>> Hi,
>>
[quoted text clipped - 6 lines]
> file with every possible German word, the file would end up being several
> gigabytes.
While you're right that German words can be blended together to make bigger
words, I don't think anyone is expecting a dictionary to have every single
compound that can be made.
<Pedantic aside>I think the longest real German word I ever saw was in a
German textbook in a university course. It was something like:
Vierwaldstatterseedampfschiffgesellschaft. Despite this horrendously long
word, it is actually easy to break down:
Vier = four
wald = forest
Tattersee = a proper place name containing "see", which means "lake"
dampf = steam
schiff = ship
gesellschaft = company
If you put it all together, it meant something like:
Lake of the Four Woods Steamship Company
(There might have been another word in their too, something that meant
"travel" or "excursion" but I don't recall for sure.)
Basically, this is analagous to making "raincoat" from "rain" and "coat";
it's just that German does this more frequently than English.
</Pedantic aside>
> See http://j3e.de/ispell/igerman98/todo.html for more details and see
> http://hunspell.sourceforge.net/ for an example implementation of a German
> spellchecker.
>
> - Oliver
--
Rhino
Andrey Kuznetsov - 13 May 2006 10:03 GMT
> <Pedantic aside>I think the longest real German word I ever saw was in a
> German textbook in a university course. It was something like:
> Vierwaldstatterseedampfschiffgesellschaft. Despite this horrendously long
> word, it is actually easy to break down:
there are some words which may be splitted on different ways - with funny
results:
rohrohrzucker
roh|rohr|zucker:
roh=raw
rohr=cane
zucker=sugar
rohr|ohr|zucker
rohr=cane
ohr=ear
zucker=sugar
the second one does not make sense,
but how spellchecker should know about it?
Andrey

Signature
http://uio.imagero.com Unified I/O for Java
http://reader.imagero.com Java image reader
http://jgui.imagero.com Java GUI components and utilities
Rhino - 13 May 2006 14:16 GMT
>> <Pedantic aside>I think the longest real German word I ever saw was in a
>> German textbook in a university course. It was something like:
[quoted text clipped - 17 lines]
> the second one does not make sense,
> but how spellchecker should know about it?
I really don't know how you can write a spellchecker to handle a case like
that :-)
I think this is just another case that a spellchecker will simply not handle
correctly. That's why spellcheckers typically have options to let the user
accept words that were flagged as errors.

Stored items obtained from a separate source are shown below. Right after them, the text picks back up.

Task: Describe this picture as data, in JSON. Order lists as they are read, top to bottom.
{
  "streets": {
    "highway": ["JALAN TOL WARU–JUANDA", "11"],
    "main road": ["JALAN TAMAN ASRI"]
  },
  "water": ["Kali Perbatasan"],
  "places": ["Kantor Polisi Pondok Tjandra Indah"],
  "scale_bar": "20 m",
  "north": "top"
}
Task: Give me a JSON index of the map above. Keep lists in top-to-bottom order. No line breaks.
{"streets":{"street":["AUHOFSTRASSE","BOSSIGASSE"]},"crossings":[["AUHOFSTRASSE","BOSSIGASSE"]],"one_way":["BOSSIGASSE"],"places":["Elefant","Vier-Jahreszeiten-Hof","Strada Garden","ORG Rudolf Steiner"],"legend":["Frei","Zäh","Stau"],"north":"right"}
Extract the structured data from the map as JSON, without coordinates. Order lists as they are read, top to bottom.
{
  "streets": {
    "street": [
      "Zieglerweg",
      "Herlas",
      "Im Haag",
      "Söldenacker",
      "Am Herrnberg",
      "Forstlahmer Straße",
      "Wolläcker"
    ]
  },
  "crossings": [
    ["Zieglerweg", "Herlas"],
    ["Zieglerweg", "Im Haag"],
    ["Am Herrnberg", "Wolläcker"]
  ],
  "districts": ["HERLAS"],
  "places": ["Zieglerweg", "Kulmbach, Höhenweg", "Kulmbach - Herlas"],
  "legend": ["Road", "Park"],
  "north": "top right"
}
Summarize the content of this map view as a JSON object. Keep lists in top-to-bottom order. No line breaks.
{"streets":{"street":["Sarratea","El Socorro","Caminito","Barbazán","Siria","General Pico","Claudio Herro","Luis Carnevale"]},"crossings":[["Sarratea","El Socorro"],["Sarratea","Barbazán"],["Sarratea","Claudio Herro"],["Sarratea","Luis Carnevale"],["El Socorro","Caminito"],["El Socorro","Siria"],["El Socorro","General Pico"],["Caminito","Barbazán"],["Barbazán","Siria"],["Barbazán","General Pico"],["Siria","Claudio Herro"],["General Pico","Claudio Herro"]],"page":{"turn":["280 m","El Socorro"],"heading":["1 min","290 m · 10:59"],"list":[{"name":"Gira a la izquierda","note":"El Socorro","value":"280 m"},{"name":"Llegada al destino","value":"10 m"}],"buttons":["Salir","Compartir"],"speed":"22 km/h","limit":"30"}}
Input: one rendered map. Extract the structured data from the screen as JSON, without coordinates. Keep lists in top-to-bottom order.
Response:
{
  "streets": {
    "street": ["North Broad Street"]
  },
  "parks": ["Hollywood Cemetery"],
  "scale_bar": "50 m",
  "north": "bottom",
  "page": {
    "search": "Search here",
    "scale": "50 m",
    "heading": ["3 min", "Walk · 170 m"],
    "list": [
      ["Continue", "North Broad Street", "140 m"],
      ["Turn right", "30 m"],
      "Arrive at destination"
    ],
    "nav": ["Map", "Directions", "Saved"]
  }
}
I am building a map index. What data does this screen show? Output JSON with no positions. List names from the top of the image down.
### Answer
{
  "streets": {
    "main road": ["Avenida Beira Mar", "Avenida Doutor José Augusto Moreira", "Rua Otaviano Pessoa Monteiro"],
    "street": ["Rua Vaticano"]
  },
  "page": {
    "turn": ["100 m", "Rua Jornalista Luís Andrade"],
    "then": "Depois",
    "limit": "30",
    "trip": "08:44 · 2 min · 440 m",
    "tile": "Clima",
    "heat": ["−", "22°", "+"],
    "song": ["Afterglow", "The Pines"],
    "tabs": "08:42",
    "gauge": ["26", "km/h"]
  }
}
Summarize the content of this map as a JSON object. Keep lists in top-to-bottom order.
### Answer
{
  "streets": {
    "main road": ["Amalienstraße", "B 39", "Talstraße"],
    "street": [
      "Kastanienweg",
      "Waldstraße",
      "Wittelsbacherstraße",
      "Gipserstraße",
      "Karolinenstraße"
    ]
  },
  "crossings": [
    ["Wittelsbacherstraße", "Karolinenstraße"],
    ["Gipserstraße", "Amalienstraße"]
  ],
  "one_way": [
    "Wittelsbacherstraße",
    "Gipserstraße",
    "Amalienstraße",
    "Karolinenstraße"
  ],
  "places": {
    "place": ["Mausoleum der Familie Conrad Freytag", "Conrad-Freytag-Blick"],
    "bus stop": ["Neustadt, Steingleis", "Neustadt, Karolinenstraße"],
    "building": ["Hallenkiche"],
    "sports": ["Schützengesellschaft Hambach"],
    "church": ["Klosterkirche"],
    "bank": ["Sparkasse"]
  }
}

Let's face it: languages are constantly evolving and new words are joining
the language all the time. Fifty years ago, a spellchecker - whether a
software one or a human - would have rejected "Internet" since it wasn't a
word yet; today it is utterly commonplace and no spellchecker should ever
reject it. Any software spellchecker is always going to fail to recognize
the newest words.
It's just foolish to expect a perfect spellchecker.
--
Rhino
Thomas Fritsch - 15 May 2006 12:36 GMT
> Vierwaldstatterseedampfschiffgesellschaft.
>
> Lake of the Four Woods Steamship Company
>
> (There might have been another word in their too, something that meant
> "travel" or "excursion" but I don't recall for sure.)
Right! Actually it was
Vierwaldstätterseedampfschifffahrtgesellschaft
where
fahrt = travel
A fairly obvious extension is :-)
Vierwaldstätterseedampfschifffahrtgesellschaftskapitänsmütze
where
Kapitän = captain
Mütze = cap
==> Cap of the captain of the steamship travel company at the Four Woods
Lake Site

Signature
"Thomas:Fritsch$ops:de".replace(':','.').replace('$','@')
Thanks for the links.
But my problem is still not solved. I do not need to check composed
words! I just need some kind of "normal" german dictionary that I can
access from within my Java Code! I guess the hunspell-project does not
have a Java API?!
So, does anybode have some more suggestions?